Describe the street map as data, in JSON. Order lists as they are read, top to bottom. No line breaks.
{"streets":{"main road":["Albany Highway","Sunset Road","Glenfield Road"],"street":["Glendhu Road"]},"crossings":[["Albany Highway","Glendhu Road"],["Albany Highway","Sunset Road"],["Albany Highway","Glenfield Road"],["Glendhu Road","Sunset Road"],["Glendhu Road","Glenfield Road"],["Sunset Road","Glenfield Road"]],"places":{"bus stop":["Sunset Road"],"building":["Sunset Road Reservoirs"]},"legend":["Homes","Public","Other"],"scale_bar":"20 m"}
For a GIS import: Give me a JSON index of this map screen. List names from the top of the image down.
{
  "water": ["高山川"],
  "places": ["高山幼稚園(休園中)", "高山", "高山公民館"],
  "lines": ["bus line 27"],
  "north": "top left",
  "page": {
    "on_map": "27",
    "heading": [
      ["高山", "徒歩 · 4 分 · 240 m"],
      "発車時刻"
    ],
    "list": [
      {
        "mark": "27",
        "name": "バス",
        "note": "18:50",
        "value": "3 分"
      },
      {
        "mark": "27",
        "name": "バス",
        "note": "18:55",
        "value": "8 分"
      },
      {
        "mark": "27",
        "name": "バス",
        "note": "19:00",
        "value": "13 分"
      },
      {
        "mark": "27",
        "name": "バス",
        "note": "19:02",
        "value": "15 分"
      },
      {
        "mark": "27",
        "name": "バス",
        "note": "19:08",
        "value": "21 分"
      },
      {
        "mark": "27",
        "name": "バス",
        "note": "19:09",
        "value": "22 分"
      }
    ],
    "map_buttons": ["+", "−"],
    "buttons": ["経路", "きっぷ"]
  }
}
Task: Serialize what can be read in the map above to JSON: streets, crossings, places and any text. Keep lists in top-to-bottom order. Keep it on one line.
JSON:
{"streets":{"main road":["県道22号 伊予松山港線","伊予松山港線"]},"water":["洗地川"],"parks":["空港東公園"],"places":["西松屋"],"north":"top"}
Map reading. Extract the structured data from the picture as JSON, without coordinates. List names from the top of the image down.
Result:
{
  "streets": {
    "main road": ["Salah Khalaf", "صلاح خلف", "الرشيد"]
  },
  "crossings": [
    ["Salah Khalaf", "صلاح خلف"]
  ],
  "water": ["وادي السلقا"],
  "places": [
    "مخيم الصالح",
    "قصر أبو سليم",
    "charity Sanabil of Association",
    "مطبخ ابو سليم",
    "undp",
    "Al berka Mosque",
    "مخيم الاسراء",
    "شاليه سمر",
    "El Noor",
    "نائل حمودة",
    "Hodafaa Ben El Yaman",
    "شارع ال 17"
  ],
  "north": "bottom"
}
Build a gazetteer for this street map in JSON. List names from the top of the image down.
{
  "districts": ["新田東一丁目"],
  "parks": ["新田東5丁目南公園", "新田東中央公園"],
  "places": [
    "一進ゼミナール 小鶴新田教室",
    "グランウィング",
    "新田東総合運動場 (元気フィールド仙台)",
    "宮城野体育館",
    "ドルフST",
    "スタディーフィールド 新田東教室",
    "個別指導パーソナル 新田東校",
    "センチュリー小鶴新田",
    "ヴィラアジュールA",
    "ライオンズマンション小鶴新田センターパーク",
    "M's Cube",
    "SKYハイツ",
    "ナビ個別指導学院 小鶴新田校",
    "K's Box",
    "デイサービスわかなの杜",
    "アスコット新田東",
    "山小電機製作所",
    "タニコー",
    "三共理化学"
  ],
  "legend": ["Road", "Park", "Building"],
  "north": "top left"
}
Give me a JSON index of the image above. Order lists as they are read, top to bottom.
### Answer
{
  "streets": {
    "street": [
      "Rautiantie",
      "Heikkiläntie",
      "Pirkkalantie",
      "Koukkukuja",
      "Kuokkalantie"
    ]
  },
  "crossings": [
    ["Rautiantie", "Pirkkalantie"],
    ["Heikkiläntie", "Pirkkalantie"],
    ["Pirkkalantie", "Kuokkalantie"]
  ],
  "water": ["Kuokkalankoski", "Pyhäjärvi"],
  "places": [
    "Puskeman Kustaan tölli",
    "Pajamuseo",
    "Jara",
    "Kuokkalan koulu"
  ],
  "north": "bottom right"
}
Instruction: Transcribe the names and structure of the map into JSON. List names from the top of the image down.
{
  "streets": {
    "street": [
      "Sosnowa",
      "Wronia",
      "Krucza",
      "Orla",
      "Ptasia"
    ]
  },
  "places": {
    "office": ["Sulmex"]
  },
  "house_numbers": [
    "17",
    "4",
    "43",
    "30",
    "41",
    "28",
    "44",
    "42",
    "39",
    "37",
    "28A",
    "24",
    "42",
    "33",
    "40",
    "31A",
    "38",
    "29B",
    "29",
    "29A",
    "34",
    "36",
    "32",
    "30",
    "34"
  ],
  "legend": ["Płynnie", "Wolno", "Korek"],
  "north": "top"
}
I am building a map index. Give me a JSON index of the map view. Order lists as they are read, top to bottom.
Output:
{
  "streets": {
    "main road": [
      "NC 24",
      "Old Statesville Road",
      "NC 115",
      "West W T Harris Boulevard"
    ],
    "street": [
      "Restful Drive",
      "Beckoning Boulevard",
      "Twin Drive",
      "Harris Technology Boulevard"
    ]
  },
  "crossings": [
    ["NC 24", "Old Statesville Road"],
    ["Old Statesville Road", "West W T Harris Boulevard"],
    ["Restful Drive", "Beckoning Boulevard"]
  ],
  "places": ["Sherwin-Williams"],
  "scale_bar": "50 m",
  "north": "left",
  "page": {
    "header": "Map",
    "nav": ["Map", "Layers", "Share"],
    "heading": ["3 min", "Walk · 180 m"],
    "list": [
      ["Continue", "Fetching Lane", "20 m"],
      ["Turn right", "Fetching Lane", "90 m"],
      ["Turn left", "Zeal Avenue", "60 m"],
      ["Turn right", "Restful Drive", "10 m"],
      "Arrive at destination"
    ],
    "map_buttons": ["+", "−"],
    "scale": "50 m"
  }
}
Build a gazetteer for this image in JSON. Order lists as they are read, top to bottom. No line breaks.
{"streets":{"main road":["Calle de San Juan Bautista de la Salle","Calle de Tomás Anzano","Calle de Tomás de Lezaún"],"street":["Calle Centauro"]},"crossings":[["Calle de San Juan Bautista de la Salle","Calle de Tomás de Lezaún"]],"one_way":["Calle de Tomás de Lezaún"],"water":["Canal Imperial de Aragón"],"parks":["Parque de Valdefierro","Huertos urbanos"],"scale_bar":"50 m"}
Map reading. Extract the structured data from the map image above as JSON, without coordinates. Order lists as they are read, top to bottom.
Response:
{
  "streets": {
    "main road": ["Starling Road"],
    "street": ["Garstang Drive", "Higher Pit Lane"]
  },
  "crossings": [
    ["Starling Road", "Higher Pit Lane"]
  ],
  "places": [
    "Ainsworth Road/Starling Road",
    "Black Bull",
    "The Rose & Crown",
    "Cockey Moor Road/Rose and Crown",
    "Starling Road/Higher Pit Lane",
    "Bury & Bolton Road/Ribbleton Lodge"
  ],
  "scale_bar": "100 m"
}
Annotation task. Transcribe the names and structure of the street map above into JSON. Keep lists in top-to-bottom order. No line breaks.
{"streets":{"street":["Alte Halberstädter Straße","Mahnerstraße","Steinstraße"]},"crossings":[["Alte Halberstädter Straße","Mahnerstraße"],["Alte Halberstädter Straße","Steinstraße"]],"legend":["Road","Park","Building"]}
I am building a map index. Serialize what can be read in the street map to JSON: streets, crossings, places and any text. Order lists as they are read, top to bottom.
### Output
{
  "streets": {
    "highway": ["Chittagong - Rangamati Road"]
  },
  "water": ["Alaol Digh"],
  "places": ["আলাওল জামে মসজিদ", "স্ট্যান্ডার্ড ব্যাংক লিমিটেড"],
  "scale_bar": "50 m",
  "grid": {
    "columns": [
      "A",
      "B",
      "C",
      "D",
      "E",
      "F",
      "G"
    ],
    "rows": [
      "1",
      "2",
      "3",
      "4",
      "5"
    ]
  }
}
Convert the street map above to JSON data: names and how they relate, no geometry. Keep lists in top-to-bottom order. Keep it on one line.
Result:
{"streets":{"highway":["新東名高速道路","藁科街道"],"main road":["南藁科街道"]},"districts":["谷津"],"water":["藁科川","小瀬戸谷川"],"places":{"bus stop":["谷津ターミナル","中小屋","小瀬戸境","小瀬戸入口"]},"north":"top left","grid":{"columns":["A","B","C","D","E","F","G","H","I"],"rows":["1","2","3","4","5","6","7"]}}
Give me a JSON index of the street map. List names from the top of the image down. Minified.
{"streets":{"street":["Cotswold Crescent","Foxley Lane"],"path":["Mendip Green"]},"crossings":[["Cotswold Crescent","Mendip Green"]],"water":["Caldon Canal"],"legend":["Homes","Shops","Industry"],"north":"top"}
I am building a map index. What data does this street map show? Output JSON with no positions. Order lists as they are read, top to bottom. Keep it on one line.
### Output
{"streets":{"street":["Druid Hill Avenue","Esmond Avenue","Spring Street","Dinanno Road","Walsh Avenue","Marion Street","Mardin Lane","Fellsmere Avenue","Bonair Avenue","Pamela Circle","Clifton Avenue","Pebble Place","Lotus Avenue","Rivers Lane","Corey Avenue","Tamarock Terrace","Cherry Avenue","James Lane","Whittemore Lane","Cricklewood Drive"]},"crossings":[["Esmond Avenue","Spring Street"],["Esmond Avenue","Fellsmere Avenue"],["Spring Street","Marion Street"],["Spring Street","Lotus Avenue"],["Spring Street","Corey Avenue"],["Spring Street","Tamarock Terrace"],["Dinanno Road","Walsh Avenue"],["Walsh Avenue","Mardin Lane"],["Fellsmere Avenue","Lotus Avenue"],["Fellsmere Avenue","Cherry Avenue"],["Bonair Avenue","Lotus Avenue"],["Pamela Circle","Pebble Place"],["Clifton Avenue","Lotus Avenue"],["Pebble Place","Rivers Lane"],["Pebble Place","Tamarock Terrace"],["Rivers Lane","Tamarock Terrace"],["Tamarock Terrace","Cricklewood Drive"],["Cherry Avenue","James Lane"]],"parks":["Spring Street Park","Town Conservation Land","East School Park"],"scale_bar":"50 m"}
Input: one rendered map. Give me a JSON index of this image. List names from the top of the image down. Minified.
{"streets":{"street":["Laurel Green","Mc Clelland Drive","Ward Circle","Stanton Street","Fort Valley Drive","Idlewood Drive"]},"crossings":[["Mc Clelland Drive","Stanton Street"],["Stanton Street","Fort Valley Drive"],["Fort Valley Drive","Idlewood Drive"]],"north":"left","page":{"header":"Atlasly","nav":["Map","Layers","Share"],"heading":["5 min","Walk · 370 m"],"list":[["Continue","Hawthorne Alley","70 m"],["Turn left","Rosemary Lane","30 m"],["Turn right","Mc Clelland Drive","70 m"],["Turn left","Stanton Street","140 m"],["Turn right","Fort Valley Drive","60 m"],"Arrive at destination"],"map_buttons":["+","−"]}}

▶ [EXERCISE PROMPT]
Look back at the entries above and repeat, unchanged, every line from the line holding "Give me a JSON index of the street" through the line holding "I am building a map index. What".

▶ [OUTPUT FOR THIS EXERCISE]
Give me a JSON index of the street map. List names from the top of the image down. Minified.
{"streets":{"street":["Cotswold Crescent","Foxley Lane"],"path":["Mendip Green"]},"crossings":[["Cotswold Crescent","Mendip Green"]],"water":["Caldon Canal"],"legend":["Homes","Shops","Industry"],"north":"top"}
I am building a map index. What data does this street map show? Output JSON with no positions. Order lists as they are read, top to bottom. Keep it on one line.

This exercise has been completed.